Hot Spot Inventor Warren Brennan Calls On ICC To Ban Coatings On Bats
Hot Spot inventor Warren Brennan "broke his silence on the controversy over batsmen possibly using silicone tape to prevent edges being detected -- and did anything but back down," according to Andy Wilson of the London GUARDIAN. Brennan claimed that "the majority of bats had some form of protective coating … strangely enough, this protective coating would cover only half the edge of the bat" and urged the Int'l Cricket Council to ban all such coatings. The England and Wales Cricket Board "had demanded an explanation and apology from Channel 9 after the Australian broadcaster implied that Kevin Pietersen had used silicone tape on his bat to fool Hot Spot" (GUARDIAN, 8/9). The AFP reported Australia’s Simon Taufel, a former leading int'l umpire, said that "umpires had been conducting about 12 random bat inspections in every Test for three years and not once had silicone tape been uncovered." Brennan's statement said BBG Sport's (Brennan's company) conclusive finding after three days' testing of bats was that "the type and thickness of the protective coating 'unquestionably' affects the thermal signature of the Hot Spot system" (AFP, 8/10). The AP wrote the coatings are, however, "perfectly legal under current regulations" (AP, 8/10).

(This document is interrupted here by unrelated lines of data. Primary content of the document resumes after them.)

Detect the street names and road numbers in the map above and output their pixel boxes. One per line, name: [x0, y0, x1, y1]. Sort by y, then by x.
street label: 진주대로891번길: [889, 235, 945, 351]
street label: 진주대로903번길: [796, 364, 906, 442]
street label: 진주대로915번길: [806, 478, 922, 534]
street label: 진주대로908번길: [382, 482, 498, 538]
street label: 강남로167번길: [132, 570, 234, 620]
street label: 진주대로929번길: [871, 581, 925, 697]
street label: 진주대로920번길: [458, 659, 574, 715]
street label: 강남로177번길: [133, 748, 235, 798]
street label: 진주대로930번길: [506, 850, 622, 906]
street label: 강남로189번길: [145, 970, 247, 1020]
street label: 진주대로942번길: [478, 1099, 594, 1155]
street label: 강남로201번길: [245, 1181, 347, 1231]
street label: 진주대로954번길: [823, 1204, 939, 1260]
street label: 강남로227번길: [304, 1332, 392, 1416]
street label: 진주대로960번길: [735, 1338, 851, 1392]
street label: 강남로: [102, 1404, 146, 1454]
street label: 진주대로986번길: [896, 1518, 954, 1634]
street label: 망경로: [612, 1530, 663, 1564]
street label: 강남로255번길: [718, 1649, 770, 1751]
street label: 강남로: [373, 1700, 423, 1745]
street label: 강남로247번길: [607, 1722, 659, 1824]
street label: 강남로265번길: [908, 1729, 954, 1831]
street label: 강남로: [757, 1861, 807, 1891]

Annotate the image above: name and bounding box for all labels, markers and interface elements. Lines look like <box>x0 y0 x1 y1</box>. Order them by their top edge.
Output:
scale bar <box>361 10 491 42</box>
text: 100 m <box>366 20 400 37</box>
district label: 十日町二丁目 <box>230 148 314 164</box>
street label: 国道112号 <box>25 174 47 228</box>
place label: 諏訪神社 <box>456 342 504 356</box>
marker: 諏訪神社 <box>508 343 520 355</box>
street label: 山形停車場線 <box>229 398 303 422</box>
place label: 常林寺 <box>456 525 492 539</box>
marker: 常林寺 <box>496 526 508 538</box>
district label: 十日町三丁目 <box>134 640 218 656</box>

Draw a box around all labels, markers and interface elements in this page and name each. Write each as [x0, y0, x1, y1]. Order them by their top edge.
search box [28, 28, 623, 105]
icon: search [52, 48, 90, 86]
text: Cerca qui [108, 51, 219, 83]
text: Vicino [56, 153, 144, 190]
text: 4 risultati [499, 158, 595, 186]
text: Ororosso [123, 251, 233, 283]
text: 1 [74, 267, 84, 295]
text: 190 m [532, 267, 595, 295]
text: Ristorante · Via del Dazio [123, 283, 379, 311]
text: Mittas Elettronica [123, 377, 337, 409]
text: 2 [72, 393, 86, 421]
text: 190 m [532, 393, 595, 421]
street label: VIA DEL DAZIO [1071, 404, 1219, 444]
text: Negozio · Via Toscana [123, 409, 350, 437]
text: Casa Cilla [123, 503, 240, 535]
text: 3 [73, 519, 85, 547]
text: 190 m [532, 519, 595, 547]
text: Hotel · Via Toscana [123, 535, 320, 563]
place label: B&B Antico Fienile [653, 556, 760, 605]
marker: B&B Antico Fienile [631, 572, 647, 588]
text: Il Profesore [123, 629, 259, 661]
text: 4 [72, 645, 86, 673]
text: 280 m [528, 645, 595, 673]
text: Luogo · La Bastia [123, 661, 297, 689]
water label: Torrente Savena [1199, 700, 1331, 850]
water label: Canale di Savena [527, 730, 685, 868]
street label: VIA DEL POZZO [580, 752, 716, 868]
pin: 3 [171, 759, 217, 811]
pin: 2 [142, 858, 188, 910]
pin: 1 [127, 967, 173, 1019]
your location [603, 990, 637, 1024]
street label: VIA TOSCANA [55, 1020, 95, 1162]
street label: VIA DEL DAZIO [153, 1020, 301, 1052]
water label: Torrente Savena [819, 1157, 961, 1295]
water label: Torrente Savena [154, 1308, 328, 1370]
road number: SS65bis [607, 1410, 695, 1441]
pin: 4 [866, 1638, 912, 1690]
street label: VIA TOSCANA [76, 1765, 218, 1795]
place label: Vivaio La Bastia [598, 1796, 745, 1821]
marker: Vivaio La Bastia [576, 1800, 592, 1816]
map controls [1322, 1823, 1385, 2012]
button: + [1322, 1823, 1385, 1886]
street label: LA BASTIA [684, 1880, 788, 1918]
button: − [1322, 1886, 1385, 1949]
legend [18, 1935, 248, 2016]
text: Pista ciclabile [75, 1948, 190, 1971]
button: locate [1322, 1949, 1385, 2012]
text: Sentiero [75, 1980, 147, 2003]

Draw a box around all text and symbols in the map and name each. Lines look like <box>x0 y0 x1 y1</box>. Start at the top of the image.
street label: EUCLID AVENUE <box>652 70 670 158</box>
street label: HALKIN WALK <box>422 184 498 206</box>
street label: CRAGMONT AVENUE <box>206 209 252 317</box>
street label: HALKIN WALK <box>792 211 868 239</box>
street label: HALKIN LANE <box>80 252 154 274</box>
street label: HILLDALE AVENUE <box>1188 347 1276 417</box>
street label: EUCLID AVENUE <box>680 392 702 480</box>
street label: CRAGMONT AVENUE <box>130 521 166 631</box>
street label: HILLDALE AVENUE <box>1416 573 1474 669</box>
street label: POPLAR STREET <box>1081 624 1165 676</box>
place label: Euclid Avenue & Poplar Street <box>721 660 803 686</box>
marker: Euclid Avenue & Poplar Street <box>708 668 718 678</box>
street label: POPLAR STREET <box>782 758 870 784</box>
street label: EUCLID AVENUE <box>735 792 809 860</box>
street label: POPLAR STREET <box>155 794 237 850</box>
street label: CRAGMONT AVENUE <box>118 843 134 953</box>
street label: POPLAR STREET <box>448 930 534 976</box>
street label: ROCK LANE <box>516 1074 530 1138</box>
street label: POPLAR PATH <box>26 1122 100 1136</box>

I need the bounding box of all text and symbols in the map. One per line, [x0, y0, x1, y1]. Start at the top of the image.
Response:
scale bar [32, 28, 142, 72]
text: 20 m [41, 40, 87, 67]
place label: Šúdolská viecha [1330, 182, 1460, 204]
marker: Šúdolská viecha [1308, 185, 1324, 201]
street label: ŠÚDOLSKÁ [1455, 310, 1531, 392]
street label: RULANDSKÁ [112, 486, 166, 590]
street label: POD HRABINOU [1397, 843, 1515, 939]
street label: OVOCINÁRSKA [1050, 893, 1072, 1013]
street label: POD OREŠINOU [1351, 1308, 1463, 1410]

COACHING THEM UP: The BBC's Sam Sheringham reported former Test umpire John Holder said that TV officials "need extra training in a bid to eradicate the errors that have blighted the Ashes." Holder believes that "third umpires are too reluctant to overturn their on-field colleagues' decisions" and has called on the ICC to act. Holder: "What has happened this summer hasn't been good for the game" (BBC, 8/9).